(夜の開発研究室)
夜半:…どうも。あれ、在素ちゃん。こんな時間まで研究かい、熱心だね。
在素:あらこんばんは、夜半さん。もう片付けてるところだけどね。
あ、お父さんにご用?
夜半:うん、そうなんだけど。
在素:お父さんなら…いるけど、今日はちょっと虫の居所が悪いかも……。
久我:ええい誰かと思えば白鳥君じゃないかっ!何の用だね!?
夜半:ほんとだ、機嫌悪いね。どうしたの?
久我:君は先日私のクガリックパークを壊したことをもう忘れたのかねっ!?
夜半:忘れてないよ。そのクガリックパークを壊すのに
久々に魔力を大量に消耗したからお腹が空いて
今ここに血をもらいに来たわけだからね。
久我:確かに忘れてはいないようだが反省の色が全く見当たらないぞ!
夜半:久我ちゃんこそ社員を実験台にして、
一歩間違えれば大惨事になりかねなかったんじゃないの?
その辺は反省した方がいいと思うんだけど。
久我:むぅ……そ、そうなんだが……
(あの後、南十字照美と瀬上奈津恵にこってりと怒られたため反論できない)
それにしても…我が社の女性社員はなんでああも怖いのが揃いまくっているのだ…
もうちょっとこう……癒し系というか包容力のある……あ……ああああ!!!!
在素:なっ、なに!?
久我:私は今、大っっ変なことに気づいたぞ!!!
在素:何よ?
久我:我が開発研究室には女性社員が
一人もいないではないかっ!!!
しかもよくよく考えてみたら我が部署 の み だと!!
夜半:在素ちゃんがいるじゃない。
久我:在素は社員じゃないし娘はノーカウントだっ!
在素:まぁ私を社員にカウントされても困るけど…
仕事手伝ったりしてるけど基本学生だし好き勝手やってるしね。
久我:ええい白鳥君、今回のことはお互い様ってことで白紙にしようではないか、ただし!
クガリックパークを壊された損失は果てしなく大きい!
再興のためには更に人員が必要だ!
夜半:はぁ……。
久我:全て弁償しろとは言わない、クガリックパーク再興のための人員募集(特に女性)を
人事の瀬上君に交渉してくれたまえ!君なら瀬上君と仲良いみたいだし
何とか説得できるだろう!?
夜半:重要なのはどう見ても経験でも技術でも人柄でもなく性別のようだね。
久我:否定はしない!
夜半:…………
久我:だが!ただ女性であるだけでは駄目だ!
優しく美しく心が広く、それでいて見ていて飽きない女性!それがまさに理想!!
夜半:君、そんなこと言ってるからモテないんだよ。
久我:(゚Д゚)
在素:……(笑いをこらえている)
夜半:でも…まぁ、クガリックパークのお詫びをするという気は全くないけど、
一人、君には勿体無いくらいの女性に心当たりはあるから、
その子でよかったら紹介しようか。
久我:なん……だと……
夜半:美人かどうかはそれぞれの判断によるだろうけど…
まあそれなりだとは思うし、真面目だし頑張り屋だし
君の言うところの研究対象としてなら、
かなり「見ていて飽きない」タイプだと思うんだよね。
在素:あら、良かったじゃないお父さん。
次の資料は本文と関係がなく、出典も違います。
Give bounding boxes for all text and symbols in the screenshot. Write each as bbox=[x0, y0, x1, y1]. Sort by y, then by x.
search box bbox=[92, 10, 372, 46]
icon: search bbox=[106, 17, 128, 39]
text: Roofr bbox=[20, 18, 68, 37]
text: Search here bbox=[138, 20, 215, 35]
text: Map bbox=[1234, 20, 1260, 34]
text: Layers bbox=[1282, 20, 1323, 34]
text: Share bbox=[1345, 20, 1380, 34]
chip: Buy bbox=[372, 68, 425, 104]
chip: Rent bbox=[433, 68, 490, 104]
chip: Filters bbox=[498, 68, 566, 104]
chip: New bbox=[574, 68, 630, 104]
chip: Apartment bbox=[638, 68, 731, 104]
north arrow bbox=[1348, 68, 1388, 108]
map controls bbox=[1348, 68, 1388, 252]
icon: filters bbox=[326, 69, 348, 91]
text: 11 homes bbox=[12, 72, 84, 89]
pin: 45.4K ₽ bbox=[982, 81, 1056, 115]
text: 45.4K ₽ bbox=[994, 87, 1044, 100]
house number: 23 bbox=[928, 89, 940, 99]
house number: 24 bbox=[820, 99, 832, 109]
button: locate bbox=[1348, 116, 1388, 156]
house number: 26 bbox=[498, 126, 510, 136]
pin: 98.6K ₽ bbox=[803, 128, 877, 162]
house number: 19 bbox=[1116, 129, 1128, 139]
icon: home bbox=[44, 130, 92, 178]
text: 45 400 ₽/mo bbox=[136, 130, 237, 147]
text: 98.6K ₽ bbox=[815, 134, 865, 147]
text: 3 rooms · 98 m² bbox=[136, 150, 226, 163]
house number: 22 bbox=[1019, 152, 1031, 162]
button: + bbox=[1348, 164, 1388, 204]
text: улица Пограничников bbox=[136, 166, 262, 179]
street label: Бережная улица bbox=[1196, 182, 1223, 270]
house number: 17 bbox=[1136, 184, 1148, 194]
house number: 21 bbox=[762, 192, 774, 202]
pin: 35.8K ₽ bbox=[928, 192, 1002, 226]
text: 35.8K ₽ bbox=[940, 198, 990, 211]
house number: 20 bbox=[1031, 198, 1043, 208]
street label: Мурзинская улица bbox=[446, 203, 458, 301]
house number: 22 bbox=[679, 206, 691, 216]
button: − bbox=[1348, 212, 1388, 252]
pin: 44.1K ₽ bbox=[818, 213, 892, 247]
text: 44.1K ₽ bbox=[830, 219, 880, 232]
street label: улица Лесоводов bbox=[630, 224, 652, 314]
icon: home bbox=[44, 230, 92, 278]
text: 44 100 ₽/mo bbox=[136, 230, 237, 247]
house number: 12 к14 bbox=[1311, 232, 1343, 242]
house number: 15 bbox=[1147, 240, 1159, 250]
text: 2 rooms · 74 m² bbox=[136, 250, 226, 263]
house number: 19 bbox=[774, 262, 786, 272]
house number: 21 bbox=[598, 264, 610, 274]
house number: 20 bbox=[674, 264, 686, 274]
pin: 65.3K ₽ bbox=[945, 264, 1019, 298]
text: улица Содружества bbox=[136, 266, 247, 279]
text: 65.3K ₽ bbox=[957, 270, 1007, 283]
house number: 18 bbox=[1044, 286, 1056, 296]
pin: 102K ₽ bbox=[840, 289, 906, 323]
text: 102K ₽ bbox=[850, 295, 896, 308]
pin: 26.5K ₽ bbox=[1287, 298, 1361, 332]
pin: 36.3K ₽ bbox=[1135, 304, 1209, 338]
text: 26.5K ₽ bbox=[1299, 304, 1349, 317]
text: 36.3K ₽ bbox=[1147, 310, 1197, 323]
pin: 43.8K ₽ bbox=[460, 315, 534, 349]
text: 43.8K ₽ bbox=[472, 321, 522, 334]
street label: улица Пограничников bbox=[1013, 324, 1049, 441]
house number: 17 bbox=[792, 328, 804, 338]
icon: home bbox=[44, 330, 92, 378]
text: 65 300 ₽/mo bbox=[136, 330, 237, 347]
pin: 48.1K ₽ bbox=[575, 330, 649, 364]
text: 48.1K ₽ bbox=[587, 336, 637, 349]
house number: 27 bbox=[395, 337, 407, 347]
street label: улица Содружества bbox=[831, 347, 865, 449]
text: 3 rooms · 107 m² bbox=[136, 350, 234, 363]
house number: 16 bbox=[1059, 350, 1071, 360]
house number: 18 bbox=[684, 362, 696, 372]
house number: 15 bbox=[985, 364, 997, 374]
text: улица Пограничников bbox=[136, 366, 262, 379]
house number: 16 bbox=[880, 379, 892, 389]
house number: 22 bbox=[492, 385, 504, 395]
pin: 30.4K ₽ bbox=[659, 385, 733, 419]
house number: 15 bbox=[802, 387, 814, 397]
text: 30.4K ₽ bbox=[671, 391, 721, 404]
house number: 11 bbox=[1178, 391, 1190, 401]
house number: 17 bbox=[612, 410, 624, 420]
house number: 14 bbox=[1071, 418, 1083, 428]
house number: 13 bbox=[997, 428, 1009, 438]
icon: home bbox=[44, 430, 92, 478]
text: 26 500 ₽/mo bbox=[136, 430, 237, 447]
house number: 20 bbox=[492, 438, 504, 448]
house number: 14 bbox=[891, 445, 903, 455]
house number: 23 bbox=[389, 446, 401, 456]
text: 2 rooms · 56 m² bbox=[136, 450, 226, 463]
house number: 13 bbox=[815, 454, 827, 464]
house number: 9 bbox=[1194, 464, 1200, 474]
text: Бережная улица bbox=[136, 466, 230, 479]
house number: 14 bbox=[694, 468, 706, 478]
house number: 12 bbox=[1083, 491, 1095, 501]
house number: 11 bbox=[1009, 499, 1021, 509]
あとはやる気さえあれば即採用じゃない?
久我:そ……そんなウマい話があっていいのか……
君が紹介するそんな女性なんて、まず人間じゃなかったりとかするんじゃないのかね?
夜半:人間なわけないだろう。
久我:(゚Д゚)
夜半:生物学的に普通の人間の女の子で満足するような性質じゃないでしょ、君。
久我:人を変な性癖の持ち主みたいな
言い方しないでくれたまえっ!!
夜半:ま…人間だろうがなかろうがこの会社的にはあんまり関係ないでしょ。
とりあえず、彼女も職欲しがってたし、すぐ連絡しておくよ。
奈津恵ちゃんにも言っとく。
久我:だ、大体そんな得体の知れない女性の入社を、まず瀬上君が認めると思うのかねっ!?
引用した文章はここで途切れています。